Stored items
>>>>>

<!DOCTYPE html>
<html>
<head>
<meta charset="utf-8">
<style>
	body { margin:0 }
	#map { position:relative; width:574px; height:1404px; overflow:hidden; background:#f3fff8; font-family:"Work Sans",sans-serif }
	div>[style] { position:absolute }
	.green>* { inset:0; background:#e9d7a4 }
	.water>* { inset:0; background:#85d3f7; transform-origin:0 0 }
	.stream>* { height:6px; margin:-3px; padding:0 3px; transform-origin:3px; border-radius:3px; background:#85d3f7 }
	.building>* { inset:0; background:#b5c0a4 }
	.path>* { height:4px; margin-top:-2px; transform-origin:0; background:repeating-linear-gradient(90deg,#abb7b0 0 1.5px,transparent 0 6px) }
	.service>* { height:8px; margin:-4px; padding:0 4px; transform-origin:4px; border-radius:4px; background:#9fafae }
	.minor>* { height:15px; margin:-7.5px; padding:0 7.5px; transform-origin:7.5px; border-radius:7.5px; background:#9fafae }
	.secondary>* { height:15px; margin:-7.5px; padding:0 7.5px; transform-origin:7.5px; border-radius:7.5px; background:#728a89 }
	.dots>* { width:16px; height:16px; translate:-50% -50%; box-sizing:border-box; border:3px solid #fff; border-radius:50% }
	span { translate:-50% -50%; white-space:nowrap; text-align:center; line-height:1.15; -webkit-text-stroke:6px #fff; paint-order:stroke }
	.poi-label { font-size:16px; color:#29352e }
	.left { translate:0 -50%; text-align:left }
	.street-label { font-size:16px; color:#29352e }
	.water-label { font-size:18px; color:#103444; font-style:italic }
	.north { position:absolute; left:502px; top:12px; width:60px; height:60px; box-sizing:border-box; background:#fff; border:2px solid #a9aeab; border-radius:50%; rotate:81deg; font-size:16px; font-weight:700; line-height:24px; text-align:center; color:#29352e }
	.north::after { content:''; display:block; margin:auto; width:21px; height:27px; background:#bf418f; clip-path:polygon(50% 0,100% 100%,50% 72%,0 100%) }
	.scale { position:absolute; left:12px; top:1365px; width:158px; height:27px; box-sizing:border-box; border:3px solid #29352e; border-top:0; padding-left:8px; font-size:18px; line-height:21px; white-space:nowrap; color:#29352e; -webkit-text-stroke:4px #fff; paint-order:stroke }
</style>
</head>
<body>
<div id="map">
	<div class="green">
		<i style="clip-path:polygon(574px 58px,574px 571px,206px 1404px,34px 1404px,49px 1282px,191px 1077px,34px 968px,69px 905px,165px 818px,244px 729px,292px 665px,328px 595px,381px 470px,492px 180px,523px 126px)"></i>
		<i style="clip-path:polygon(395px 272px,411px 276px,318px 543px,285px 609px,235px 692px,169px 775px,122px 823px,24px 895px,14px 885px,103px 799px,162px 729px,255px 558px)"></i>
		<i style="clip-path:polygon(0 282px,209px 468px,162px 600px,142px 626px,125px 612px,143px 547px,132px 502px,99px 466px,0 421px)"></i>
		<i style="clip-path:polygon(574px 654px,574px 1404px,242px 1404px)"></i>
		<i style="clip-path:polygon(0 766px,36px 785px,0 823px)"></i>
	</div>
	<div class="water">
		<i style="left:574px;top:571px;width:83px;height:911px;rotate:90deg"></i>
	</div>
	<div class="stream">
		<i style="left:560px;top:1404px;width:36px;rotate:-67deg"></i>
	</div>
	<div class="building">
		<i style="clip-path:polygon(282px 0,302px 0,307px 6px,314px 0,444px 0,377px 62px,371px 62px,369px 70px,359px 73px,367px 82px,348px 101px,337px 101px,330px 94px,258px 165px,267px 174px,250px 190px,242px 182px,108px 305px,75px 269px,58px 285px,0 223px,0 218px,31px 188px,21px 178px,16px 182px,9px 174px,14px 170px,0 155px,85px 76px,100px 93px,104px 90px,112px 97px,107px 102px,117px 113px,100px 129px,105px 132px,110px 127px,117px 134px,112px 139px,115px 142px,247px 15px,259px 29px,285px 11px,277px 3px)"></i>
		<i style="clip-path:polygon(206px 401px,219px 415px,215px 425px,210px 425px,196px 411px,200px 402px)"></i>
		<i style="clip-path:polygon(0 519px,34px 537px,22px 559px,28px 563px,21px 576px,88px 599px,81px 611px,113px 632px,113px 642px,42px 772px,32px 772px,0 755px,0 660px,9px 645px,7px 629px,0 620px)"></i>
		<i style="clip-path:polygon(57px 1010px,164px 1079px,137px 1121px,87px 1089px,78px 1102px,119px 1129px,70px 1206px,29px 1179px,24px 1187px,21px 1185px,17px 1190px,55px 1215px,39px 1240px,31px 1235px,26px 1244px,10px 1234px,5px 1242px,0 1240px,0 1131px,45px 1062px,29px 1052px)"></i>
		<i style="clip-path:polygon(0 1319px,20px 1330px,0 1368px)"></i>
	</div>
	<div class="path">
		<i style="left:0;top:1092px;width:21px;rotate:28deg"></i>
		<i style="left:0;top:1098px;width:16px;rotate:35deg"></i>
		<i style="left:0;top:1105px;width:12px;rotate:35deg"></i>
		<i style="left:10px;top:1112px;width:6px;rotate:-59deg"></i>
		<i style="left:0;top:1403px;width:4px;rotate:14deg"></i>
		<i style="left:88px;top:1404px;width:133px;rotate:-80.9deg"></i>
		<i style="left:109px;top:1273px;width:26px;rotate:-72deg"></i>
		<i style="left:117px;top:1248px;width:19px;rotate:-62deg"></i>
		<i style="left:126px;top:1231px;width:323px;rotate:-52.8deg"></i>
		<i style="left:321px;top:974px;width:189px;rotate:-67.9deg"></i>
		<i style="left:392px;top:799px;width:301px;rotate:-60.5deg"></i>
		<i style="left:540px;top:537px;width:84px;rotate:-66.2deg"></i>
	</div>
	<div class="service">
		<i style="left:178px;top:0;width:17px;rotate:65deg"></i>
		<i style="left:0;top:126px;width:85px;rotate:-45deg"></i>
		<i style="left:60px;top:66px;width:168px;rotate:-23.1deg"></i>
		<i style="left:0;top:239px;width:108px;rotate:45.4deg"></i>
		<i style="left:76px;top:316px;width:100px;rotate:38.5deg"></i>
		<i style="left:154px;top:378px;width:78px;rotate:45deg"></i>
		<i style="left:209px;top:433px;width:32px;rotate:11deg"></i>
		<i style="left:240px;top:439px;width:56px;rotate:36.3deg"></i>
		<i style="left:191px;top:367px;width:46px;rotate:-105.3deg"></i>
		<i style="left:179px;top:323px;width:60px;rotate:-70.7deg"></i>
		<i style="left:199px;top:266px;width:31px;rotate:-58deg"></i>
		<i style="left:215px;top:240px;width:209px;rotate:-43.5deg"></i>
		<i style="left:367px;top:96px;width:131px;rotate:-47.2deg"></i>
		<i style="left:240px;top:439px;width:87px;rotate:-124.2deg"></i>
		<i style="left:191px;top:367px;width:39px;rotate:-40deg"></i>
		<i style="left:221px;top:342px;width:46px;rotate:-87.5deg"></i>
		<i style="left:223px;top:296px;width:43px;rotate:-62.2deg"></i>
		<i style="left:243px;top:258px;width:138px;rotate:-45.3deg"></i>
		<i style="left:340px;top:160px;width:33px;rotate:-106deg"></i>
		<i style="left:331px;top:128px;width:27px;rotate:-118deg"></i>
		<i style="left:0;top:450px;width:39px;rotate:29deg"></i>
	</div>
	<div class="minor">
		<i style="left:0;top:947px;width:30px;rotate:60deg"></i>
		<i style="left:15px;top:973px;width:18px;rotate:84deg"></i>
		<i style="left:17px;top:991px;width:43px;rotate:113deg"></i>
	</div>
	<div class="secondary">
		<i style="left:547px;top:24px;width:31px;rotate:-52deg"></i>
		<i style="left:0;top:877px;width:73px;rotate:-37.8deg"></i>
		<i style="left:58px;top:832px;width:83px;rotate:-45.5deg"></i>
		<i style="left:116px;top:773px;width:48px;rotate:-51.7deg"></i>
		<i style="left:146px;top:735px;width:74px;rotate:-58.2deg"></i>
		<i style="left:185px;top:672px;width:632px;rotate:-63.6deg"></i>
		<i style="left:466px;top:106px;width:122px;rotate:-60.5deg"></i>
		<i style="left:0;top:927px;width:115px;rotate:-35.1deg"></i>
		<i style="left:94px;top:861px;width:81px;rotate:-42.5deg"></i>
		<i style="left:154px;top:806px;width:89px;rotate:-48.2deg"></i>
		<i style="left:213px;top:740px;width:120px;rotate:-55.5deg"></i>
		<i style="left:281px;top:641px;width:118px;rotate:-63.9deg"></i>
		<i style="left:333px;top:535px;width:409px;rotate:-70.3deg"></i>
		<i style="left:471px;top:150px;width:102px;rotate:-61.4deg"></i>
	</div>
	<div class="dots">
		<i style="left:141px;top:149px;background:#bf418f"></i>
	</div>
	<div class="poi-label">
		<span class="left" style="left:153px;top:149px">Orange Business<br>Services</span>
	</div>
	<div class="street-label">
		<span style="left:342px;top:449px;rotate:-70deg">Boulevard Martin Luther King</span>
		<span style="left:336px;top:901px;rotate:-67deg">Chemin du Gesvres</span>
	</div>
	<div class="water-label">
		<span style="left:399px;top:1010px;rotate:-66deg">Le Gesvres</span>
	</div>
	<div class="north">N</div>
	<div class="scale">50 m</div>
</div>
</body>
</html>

<<<<<

TASK BRIEF —
Please write out exactly the lines from the start of the data through the line that contains "height:8px; margin:-4px; padding:0", both ends included, and nothing else.

RESPONSE FOR THIS EXERCISE —
<!DOCTYPE html>
<html>
<head>
<meta charset="utf-8">
<style>
	body { margin:0 }
	#map { position:relative; width:574px; height:1404px; overflow:hidden; background:#f3fff8; font-family:"Work Sans",sans-serif }
	div>[style] { position:absolute }
	.green>* { inset:0; background:#e9d7a4 }
	.water>* { inset:0; background:#85d3f7; transform-origin:0 0 }
	.stream>* { height:6px; margin:-3px; padding:0 3px; transform-origin:3px; border-radius:3px; background:#85d3f7 }
	.building>* { inset:0; background:#b5c0a4 }
	.path>* { height:4px; margin-top:-2px; transform-origin:0; background:repeating-linear-gradient(90deg,#abb7b0 0 1.5px,transparent 0 6px) }
	.service>* { height:8px; margin:-4px; padding:0 4px; transform-origin:4px; border-radius:4px; background:#9fafae }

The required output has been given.